→ **Problem**
Return every line of the data that contains the string "pixel".

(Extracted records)
• • • • • • •
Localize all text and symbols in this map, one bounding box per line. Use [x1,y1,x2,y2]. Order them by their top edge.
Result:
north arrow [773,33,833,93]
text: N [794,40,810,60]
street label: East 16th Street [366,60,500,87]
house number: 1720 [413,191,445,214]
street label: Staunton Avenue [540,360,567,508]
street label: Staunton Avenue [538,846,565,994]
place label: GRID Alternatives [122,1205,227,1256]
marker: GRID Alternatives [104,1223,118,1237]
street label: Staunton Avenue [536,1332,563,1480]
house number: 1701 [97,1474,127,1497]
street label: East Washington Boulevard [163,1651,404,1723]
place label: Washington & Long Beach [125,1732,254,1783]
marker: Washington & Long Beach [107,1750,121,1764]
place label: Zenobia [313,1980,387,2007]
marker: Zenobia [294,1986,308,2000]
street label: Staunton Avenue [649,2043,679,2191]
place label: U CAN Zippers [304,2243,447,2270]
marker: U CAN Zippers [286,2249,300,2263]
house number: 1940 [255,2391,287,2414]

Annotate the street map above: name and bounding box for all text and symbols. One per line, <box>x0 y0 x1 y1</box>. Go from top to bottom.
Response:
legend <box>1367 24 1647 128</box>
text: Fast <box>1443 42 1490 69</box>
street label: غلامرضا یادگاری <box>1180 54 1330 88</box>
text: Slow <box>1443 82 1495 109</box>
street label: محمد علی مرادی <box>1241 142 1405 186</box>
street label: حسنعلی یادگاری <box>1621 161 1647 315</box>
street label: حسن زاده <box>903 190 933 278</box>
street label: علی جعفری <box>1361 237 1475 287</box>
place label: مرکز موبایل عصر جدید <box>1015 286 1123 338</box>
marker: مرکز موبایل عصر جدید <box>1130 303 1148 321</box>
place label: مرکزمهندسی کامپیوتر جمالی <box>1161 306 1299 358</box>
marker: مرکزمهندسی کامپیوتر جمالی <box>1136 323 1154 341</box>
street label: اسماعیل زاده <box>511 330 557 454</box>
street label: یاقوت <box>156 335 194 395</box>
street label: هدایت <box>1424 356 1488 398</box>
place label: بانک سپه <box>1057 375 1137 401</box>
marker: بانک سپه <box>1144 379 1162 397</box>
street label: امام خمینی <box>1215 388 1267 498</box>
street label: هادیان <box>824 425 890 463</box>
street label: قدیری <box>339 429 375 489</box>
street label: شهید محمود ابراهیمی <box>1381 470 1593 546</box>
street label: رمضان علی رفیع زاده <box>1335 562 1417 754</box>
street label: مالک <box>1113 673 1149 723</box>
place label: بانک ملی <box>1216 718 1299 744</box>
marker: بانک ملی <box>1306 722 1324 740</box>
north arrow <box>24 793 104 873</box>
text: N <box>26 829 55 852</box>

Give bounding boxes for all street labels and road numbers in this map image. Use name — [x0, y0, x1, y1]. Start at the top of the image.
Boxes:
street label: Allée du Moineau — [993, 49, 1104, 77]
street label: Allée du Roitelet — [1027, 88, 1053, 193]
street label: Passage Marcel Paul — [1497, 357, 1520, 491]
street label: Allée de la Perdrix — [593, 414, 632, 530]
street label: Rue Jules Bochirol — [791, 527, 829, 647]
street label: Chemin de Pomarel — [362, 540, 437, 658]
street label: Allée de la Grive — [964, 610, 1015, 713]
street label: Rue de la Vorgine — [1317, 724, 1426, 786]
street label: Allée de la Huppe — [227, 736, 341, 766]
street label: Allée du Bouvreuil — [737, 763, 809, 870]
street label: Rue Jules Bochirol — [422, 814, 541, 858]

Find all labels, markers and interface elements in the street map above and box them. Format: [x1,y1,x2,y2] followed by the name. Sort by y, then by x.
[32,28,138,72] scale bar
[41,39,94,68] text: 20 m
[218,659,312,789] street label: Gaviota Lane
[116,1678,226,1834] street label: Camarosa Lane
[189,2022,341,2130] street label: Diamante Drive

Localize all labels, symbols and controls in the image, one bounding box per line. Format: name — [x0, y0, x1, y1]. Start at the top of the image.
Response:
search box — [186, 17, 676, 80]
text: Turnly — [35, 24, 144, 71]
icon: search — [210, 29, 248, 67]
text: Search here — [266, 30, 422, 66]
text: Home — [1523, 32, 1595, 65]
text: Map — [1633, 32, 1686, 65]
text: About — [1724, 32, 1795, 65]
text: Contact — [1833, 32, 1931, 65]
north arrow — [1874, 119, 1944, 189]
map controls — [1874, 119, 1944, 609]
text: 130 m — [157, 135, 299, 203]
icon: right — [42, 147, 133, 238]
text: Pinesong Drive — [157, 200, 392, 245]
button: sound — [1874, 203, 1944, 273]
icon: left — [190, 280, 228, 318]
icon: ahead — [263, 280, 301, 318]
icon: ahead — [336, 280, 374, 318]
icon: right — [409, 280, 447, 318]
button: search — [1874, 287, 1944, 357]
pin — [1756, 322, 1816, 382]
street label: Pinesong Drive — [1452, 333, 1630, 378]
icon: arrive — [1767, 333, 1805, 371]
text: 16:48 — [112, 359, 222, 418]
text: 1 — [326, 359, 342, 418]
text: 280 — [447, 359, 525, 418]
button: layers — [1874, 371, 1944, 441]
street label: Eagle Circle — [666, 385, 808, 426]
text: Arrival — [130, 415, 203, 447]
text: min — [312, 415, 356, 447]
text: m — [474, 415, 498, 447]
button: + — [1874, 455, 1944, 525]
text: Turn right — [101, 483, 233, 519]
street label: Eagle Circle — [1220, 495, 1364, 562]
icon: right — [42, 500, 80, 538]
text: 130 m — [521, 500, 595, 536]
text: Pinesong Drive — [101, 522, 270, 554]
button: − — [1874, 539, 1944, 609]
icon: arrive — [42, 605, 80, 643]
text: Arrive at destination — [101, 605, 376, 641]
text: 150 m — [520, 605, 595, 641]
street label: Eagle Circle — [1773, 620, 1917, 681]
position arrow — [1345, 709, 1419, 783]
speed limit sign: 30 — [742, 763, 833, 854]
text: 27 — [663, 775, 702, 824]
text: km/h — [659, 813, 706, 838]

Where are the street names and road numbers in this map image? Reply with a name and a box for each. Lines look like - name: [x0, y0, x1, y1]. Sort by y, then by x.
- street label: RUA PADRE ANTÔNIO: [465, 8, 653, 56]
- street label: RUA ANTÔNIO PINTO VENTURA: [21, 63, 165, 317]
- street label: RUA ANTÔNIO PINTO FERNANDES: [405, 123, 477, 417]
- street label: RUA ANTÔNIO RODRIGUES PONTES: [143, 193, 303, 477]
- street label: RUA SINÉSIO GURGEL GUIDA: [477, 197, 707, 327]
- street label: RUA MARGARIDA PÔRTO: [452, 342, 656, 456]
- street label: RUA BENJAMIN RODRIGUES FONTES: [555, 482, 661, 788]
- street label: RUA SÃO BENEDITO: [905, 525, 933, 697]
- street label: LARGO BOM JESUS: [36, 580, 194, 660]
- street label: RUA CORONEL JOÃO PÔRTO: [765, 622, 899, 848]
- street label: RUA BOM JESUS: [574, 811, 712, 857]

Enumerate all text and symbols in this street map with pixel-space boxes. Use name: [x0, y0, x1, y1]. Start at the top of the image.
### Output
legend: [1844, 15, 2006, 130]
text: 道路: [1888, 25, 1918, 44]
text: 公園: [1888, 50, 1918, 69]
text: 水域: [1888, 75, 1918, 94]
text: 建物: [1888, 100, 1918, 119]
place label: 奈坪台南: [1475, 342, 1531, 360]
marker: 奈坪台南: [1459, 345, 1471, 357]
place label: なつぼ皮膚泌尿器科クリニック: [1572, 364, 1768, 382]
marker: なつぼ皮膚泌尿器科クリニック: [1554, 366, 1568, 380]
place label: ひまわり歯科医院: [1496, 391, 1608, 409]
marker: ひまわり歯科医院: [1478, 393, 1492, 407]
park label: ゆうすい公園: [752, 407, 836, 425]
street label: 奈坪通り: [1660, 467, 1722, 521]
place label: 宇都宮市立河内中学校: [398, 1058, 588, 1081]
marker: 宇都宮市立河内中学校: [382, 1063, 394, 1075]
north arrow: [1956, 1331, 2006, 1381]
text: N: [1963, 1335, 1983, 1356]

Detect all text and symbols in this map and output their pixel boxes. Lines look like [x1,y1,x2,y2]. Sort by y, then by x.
• • • • • • •
→ **Solution to the problem**
Enumerate all text and symbols in this street map with pixel-space boxes. Use name: [x0, y0, x1, y1]. Start at the top of the image.
Detect all text and symbols in this map and output their pixel boxes. Lines look like [x1,y1,x2,y2]. Sort by y, then by x.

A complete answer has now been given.